### ACTIVITY
In the data below, which lines hold "Autoclub"? Copy every one.

Saved data entries
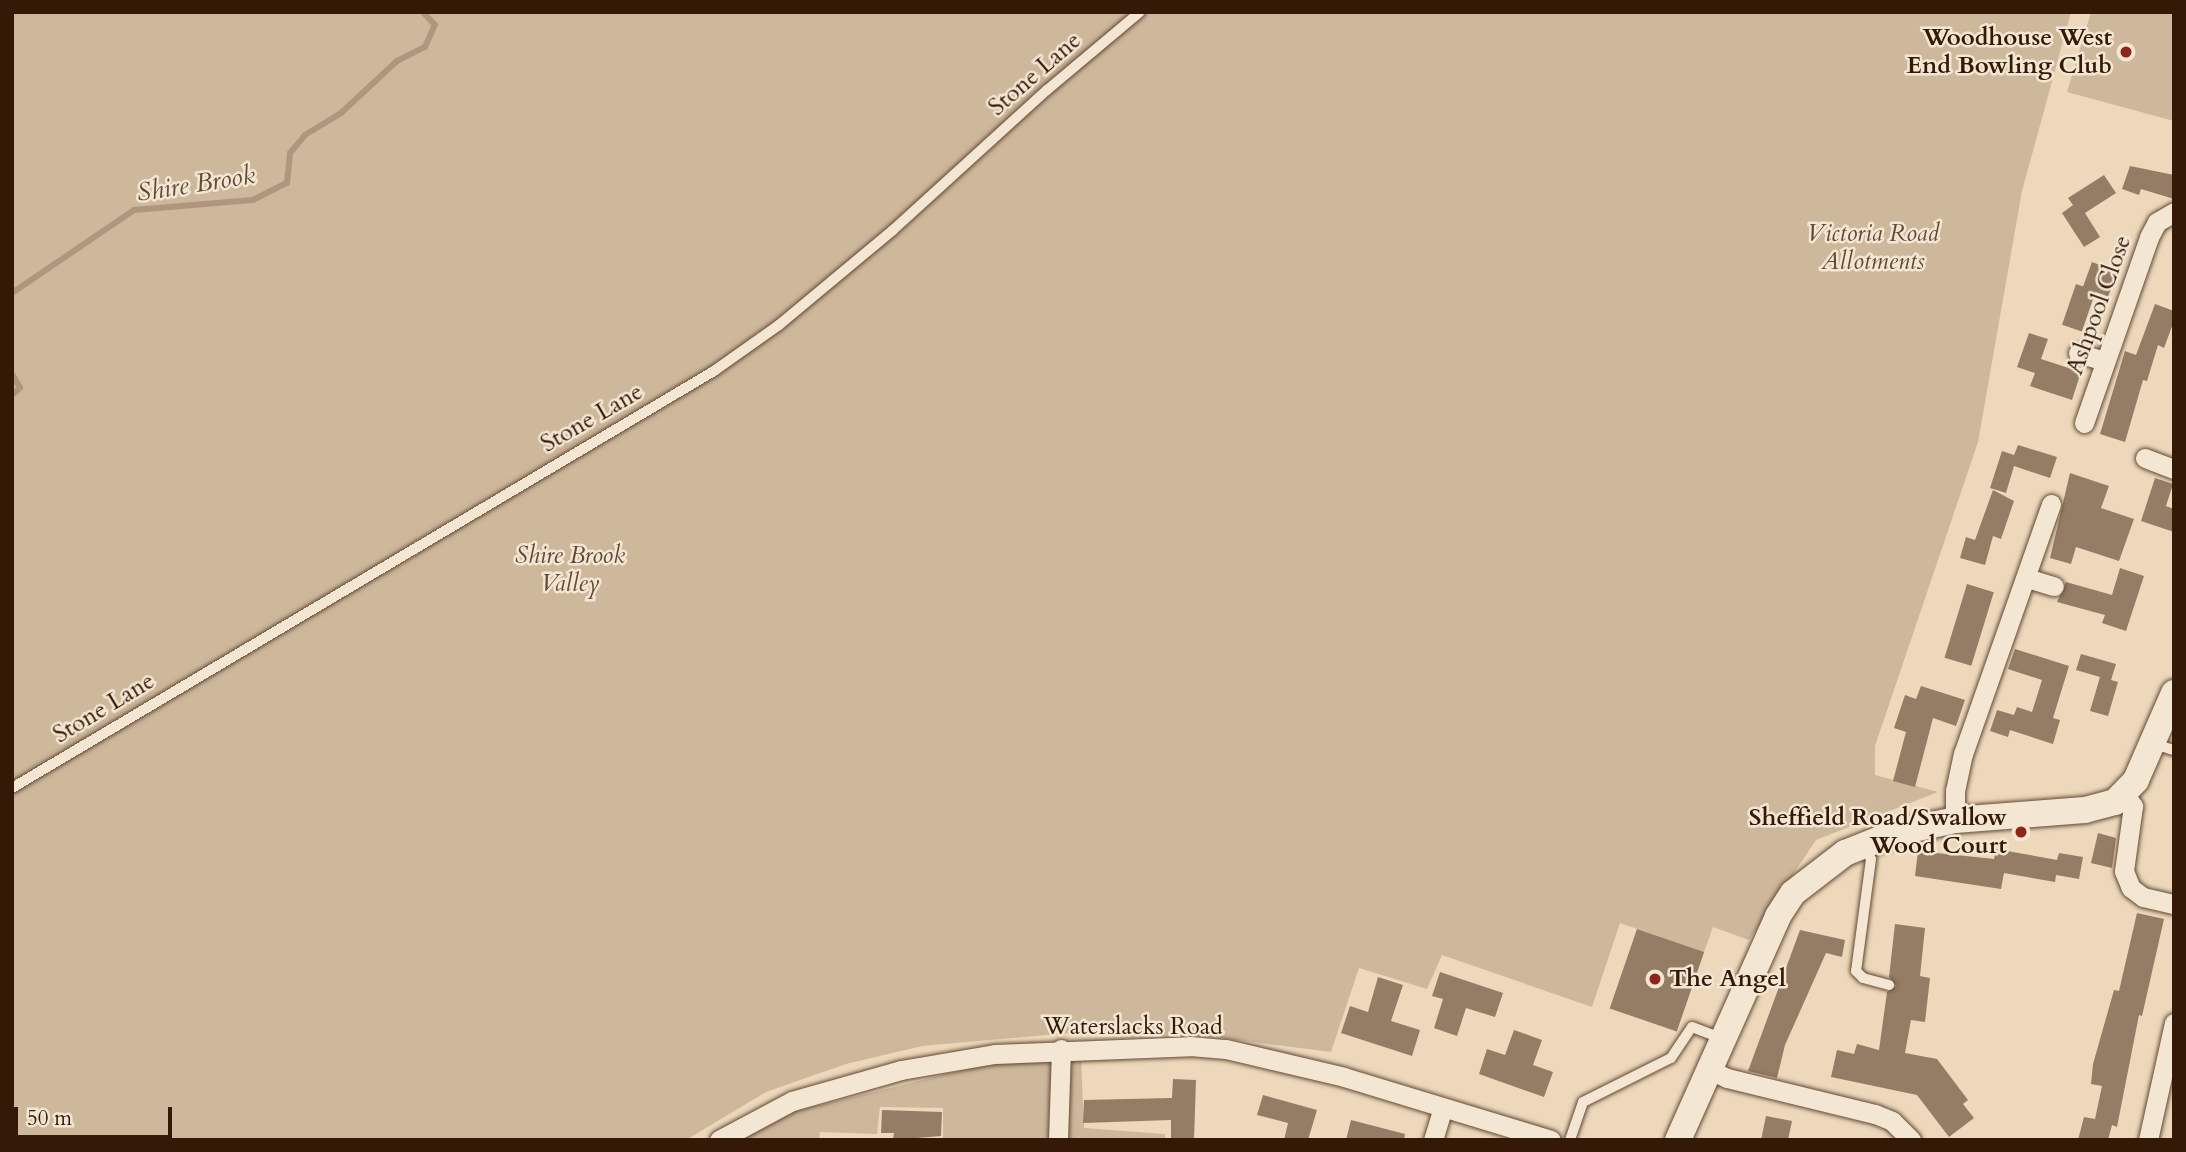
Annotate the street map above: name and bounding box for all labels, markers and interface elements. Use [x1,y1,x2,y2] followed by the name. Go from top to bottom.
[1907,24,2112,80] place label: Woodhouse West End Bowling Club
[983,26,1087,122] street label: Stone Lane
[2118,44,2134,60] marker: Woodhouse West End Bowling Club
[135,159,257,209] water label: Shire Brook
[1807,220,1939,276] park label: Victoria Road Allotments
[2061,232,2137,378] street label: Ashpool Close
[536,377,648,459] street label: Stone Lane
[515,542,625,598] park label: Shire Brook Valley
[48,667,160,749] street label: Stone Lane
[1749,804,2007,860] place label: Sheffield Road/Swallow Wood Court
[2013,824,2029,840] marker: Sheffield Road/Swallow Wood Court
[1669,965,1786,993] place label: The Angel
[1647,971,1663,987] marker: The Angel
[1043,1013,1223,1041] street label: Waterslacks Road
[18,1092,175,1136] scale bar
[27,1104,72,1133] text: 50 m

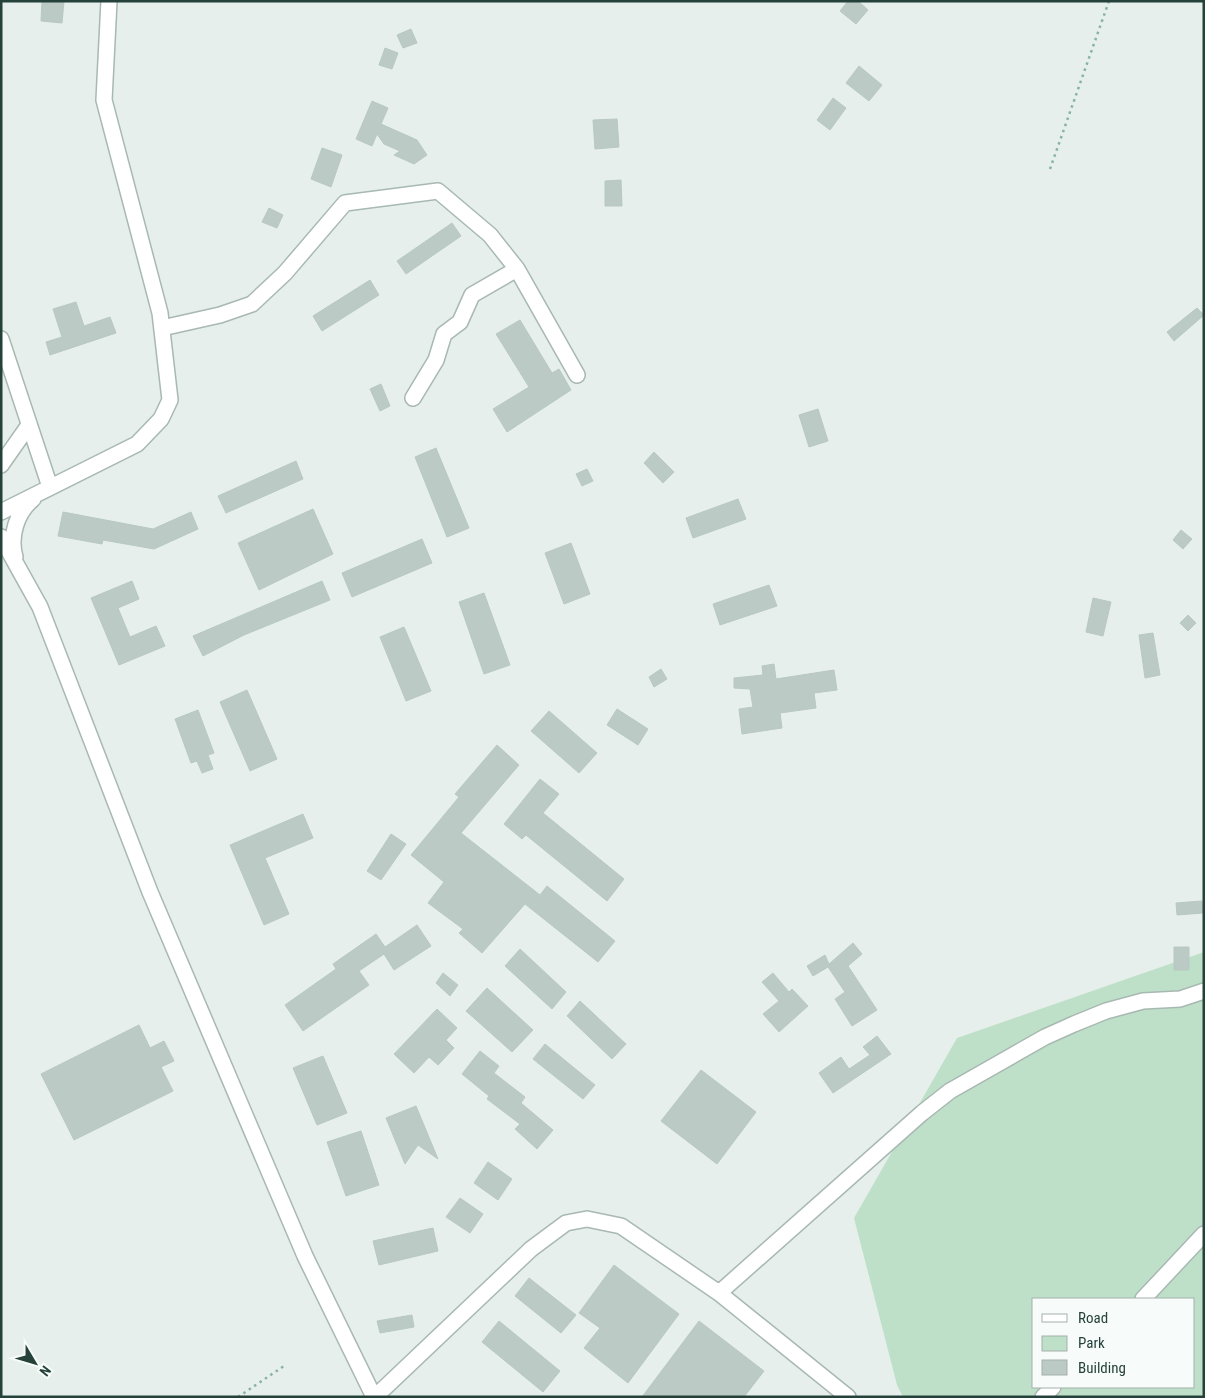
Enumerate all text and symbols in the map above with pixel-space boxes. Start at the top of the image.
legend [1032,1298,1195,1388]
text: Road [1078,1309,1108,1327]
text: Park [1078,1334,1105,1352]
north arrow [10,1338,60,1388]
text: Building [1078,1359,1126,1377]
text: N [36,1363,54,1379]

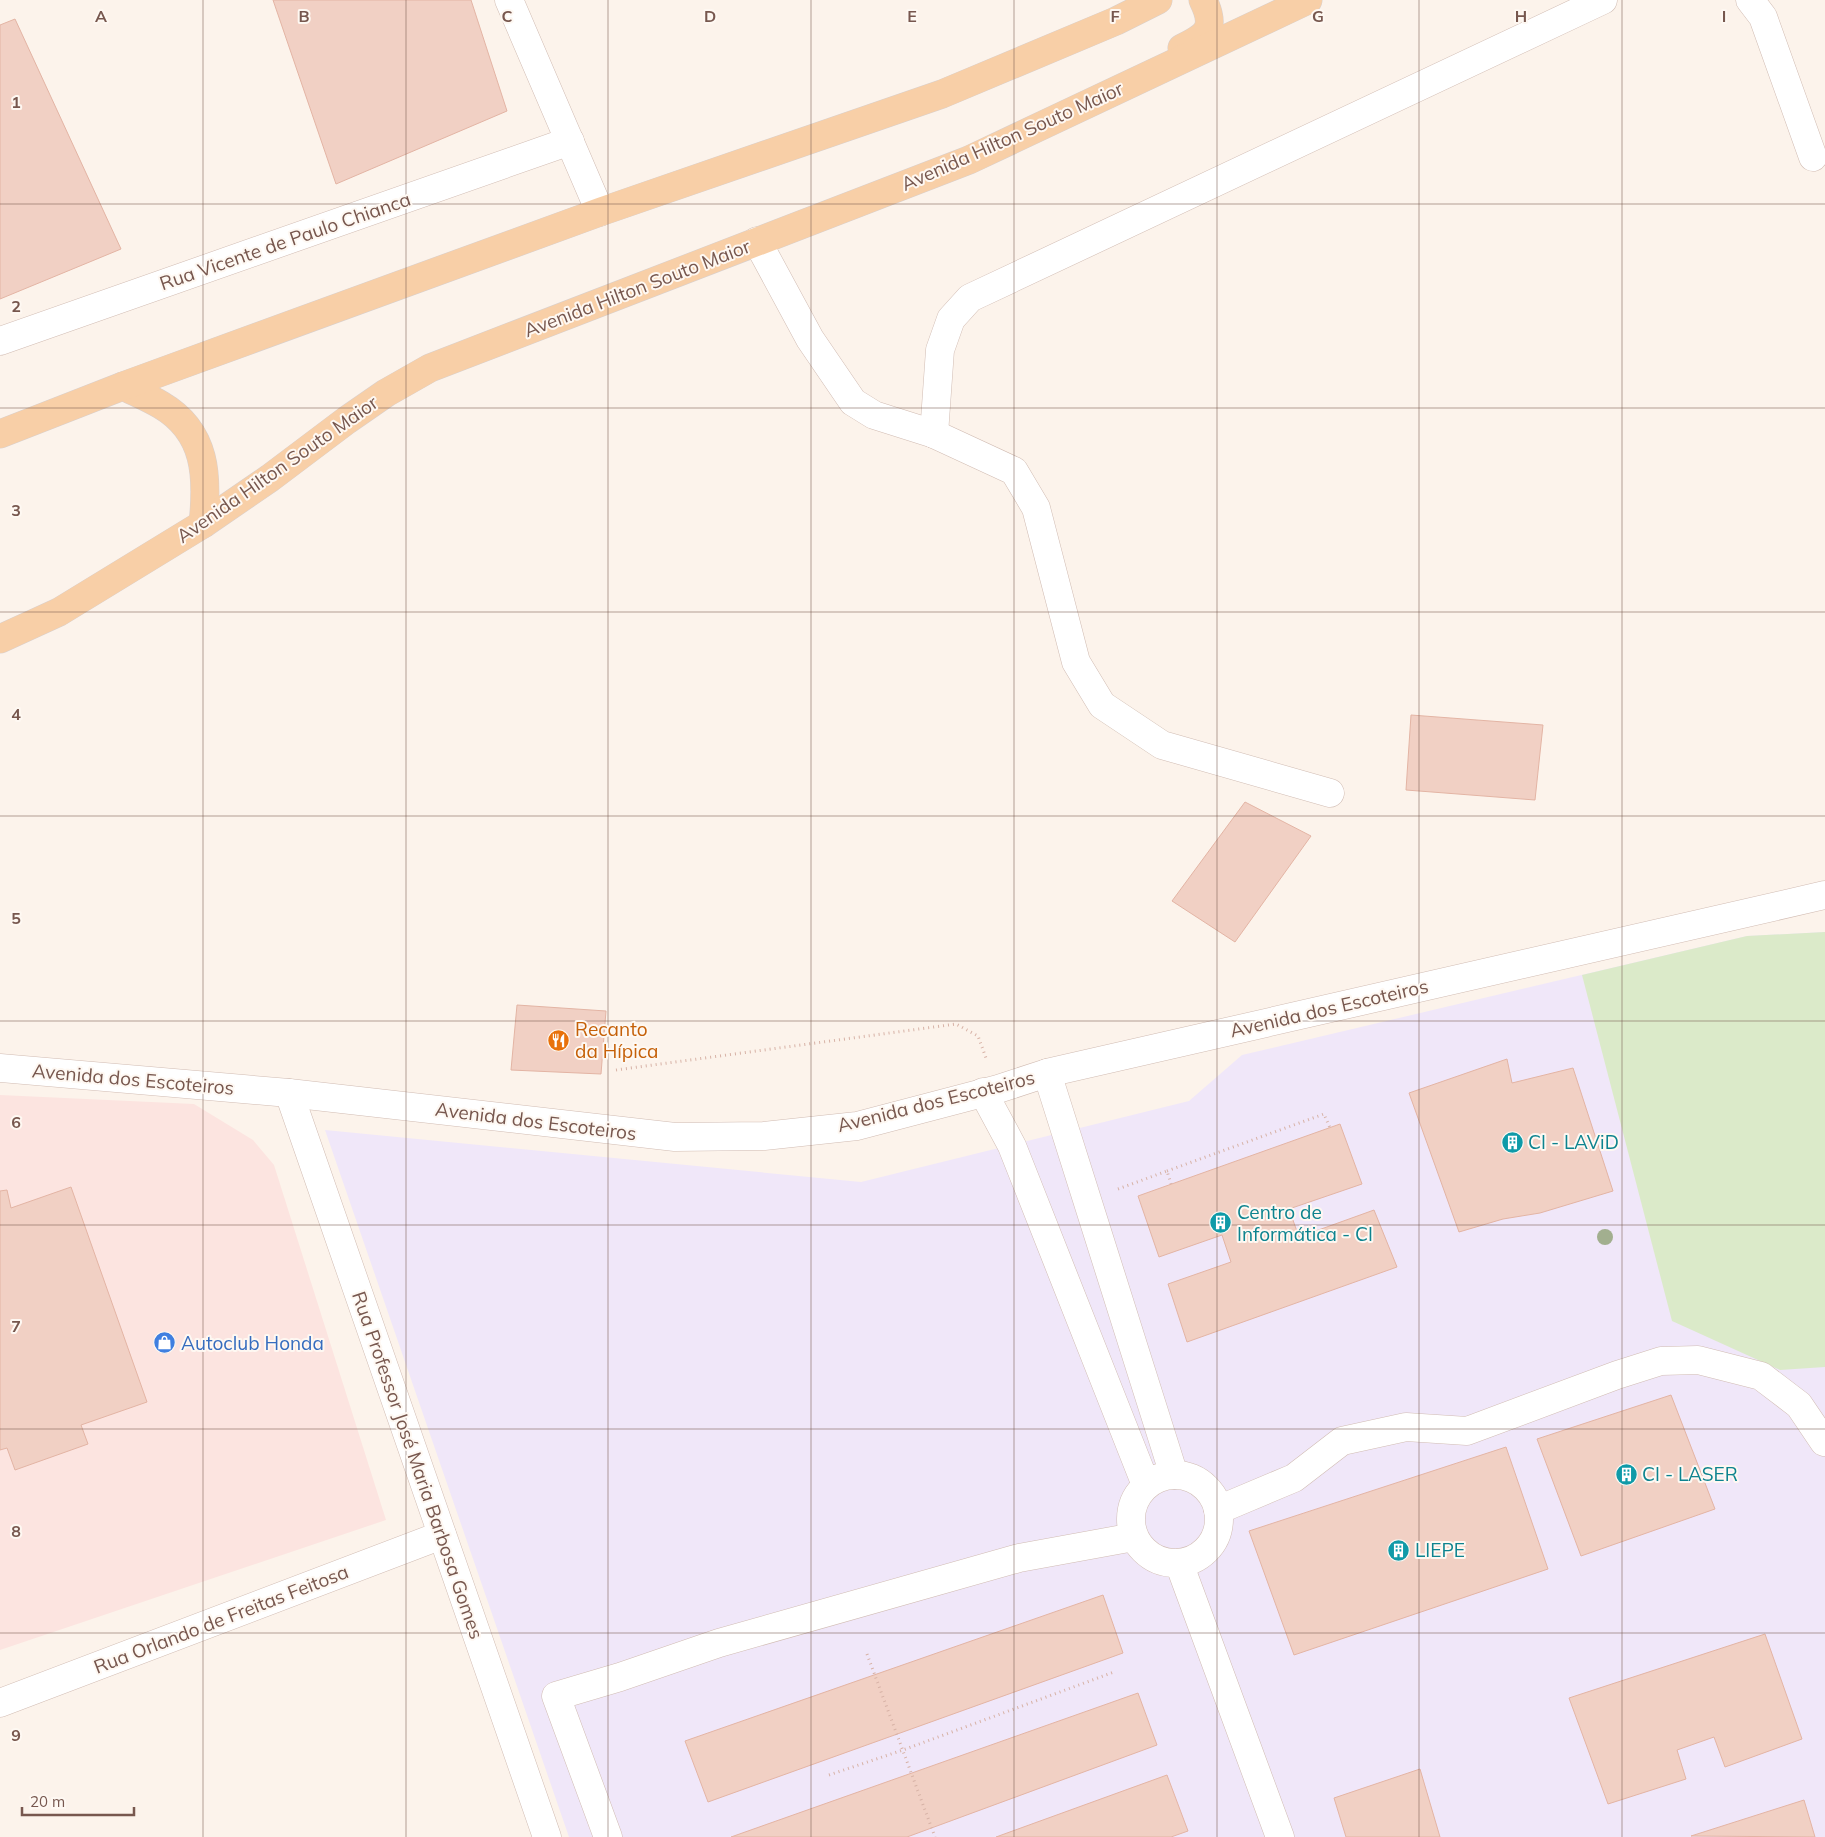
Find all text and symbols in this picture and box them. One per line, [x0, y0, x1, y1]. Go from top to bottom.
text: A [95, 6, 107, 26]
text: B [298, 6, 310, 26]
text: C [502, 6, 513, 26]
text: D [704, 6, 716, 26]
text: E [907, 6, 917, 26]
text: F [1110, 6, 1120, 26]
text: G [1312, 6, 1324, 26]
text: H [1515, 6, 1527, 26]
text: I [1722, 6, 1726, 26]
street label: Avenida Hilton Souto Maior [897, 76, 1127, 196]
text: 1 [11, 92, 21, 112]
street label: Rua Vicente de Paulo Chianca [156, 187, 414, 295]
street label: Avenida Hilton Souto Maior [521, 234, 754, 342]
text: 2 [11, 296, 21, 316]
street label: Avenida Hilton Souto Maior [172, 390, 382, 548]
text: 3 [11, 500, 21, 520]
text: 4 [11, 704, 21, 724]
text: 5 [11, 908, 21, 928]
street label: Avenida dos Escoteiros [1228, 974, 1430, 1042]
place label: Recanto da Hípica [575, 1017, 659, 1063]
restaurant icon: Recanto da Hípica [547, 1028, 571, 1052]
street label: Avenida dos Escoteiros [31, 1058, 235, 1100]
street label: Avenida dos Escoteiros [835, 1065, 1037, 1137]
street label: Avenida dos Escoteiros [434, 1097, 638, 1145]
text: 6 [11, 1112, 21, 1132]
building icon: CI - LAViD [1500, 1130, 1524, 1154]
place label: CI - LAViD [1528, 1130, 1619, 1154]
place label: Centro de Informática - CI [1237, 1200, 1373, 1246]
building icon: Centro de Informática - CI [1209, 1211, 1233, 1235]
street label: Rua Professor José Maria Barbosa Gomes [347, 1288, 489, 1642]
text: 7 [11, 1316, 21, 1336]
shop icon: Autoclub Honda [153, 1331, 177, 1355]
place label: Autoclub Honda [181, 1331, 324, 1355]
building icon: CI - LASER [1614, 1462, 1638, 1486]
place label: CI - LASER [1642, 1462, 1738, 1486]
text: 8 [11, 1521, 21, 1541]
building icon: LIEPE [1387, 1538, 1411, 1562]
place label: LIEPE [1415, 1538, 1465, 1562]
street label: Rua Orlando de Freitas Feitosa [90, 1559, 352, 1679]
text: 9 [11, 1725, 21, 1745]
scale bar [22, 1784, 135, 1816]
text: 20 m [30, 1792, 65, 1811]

### SOLUTION FOR THIS EXERCISE
shop icon: Autoclub Honda [153, 1331, 177, 1355]
place label: Autoclub Honda [181, 1331, 324, 1355]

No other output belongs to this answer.